Find every line in the records below that holds the word "Industrigatan", and copy it out.

===== Extracted material =====

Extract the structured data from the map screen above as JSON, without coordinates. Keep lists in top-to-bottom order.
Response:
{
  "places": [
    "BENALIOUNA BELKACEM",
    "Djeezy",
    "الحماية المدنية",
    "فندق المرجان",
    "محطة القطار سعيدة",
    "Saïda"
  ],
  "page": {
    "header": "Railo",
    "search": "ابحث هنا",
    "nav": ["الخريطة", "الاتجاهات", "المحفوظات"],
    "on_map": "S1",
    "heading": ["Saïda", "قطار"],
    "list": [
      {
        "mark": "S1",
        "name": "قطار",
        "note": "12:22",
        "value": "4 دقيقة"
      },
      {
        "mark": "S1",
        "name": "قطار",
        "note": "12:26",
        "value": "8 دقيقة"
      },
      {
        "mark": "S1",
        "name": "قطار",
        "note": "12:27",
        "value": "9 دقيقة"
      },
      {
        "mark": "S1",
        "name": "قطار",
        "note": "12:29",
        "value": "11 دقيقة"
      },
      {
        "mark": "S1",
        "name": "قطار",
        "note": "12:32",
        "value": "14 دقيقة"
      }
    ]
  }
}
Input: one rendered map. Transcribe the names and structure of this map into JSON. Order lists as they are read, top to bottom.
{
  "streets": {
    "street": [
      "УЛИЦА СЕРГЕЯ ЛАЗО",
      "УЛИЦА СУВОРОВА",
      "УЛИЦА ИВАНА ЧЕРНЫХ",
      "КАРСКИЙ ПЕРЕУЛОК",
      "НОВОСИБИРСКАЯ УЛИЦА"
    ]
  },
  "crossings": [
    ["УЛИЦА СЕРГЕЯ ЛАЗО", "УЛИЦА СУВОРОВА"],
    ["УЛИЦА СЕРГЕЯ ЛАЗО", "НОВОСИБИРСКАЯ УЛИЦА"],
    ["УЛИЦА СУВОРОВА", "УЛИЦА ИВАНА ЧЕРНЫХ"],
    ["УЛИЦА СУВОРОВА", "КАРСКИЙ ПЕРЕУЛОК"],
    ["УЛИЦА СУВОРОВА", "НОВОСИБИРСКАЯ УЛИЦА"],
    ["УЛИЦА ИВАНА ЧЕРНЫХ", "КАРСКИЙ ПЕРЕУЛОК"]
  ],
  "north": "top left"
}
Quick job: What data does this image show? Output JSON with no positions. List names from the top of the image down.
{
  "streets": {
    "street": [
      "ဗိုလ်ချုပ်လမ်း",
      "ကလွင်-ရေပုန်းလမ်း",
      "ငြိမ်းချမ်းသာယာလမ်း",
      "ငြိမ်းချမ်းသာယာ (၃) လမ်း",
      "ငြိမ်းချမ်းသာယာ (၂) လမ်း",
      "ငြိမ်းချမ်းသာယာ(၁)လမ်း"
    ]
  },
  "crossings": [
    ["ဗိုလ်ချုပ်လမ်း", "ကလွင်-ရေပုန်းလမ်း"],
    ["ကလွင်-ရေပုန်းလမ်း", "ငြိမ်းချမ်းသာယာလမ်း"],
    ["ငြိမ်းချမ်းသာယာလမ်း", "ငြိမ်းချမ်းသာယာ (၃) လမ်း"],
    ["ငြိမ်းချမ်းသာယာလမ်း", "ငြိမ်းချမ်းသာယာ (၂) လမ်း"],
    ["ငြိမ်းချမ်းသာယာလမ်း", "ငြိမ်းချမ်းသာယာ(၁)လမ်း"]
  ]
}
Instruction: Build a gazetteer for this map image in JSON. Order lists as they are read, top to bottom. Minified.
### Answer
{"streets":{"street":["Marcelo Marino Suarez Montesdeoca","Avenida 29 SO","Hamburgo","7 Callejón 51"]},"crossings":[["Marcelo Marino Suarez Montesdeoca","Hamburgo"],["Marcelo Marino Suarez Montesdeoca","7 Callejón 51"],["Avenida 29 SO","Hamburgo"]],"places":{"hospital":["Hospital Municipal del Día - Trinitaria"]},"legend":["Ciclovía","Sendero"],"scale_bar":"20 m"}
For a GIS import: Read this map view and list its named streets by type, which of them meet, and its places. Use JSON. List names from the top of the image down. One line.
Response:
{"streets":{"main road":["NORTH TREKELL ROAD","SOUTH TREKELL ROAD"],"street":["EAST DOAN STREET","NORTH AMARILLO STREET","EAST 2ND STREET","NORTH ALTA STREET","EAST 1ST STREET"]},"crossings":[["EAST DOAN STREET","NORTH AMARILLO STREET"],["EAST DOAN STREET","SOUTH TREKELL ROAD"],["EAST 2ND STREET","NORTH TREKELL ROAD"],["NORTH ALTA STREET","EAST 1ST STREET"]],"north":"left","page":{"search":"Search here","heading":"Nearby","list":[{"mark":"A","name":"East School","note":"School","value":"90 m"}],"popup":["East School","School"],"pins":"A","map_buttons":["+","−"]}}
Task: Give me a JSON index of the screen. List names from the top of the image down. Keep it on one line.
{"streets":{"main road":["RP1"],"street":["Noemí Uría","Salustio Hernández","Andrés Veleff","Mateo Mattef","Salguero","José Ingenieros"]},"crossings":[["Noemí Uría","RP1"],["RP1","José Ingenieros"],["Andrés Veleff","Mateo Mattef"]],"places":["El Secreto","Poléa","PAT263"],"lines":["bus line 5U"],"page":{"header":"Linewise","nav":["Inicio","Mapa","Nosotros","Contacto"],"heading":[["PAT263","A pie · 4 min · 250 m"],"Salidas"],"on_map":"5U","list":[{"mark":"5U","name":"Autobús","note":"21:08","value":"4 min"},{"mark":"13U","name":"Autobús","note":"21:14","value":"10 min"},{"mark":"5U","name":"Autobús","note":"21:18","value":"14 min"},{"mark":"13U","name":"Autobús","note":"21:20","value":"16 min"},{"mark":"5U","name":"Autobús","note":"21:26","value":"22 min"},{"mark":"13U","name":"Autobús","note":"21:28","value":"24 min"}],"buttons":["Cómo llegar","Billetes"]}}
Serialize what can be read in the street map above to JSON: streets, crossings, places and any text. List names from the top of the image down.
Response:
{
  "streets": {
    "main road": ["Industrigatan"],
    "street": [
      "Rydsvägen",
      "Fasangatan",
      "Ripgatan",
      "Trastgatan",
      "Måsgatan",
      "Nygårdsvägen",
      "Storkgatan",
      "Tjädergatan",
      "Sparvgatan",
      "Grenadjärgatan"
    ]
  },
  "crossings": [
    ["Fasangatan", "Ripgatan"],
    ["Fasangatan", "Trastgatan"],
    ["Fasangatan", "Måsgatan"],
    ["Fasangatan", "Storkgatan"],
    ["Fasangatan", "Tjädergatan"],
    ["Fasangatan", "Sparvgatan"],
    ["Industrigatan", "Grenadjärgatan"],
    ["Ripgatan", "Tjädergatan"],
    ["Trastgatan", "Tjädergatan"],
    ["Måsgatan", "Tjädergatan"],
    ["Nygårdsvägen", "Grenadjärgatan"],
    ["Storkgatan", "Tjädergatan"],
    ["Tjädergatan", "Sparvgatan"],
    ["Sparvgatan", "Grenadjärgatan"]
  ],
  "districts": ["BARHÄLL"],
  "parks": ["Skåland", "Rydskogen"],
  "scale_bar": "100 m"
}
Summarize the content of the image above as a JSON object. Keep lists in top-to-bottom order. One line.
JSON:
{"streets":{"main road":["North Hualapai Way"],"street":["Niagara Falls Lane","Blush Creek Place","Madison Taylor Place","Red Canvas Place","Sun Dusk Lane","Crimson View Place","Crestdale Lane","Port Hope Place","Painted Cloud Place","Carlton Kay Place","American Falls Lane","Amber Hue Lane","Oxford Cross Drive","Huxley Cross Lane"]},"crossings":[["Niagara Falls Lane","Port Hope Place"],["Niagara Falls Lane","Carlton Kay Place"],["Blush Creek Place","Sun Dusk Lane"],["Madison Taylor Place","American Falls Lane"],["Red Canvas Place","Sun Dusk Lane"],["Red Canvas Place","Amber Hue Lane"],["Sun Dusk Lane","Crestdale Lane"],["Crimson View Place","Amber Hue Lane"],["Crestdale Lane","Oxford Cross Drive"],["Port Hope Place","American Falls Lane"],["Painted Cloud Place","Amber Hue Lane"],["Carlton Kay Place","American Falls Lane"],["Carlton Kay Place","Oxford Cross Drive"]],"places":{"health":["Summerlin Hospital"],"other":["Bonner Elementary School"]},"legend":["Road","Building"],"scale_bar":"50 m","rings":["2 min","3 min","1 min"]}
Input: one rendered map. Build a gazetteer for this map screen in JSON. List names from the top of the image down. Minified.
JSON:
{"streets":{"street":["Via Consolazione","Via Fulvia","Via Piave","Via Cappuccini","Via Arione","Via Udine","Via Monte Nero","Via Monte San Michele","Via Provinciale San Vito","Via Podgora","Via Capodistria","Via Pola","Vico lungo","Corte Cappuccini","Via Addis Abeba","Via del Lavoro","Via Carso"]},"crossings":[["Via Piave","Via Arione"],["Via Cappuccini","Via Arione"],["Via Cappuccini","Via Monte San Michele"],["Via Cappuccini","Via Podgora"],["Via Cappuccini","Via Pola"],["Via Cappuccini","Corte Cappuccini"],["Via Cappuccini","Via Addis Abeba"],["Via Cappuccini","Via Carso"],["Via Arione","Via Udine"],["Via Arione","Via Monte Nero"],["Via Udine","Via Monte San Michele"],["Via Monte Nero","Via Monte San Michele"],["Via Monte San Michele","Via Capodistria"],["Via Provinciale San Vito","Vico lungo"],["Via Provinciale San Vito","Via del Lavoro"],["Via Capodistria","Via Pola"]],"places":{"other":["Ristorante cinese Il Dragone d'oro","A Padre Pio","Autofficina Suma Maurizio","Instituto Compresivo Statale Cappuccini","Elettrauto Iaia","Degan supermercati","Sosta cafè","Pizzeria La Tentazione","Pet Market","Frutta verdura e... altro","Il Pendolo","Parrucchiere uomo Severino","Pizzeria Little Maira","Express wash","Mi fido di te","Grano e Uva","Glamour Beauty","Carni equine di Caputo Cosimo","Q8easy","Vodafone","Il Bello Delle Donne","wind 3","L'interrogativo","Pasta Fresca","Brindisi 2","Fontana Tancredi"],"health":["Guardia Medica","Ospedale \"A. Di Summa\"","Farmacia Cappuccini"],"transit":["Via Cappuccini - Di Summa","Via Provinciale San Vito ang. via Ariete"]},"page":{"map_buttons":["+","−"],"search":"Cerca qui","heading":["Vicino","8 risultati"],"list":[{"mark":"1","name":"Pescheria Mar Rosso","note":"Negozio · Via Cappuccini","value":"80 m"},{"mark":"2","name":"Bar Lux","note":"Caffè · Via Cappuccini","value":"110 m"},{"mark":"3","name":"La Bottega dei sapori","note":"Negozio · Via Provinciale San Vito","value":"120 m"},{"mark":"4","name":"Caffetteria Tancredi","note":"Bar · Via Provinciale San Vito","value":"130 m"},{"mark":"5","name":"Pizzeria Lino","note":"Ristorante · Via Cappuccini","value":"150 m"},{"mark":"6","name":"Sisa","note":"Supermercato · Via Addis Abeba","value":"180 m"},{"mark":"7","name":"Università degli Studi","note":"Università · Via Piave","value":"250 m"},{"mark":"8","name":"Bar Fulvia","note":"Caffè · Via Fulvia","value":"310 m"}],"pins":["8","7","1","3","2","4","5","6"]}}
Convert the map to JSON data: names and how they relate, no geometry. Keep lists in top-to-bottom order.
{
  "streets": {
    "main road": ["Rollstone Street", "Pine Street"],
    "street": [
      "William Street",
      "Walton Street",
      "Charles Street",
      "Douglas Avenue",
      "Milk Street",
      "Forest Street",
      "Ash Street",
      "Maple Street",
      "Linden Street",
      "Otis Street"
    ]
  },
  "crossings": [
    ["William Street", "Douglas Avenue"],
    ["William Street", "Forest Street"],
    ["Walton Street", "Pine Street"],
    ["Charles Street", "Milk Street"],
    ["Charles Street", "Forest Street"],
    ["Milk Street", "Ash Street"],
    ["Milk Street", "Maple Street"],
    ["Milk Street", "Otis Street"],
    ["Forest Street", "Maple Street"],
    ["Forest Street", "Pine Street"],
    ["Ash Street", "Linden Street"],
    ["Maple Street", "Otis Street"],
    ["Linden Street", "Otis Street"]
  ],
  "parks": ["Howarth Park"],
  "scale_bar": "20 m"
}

=====

§ **Answer for this exercise**:
    "main road": ["Industrigatan"],
    ["Industrigatan", "Grenadjärgatan"],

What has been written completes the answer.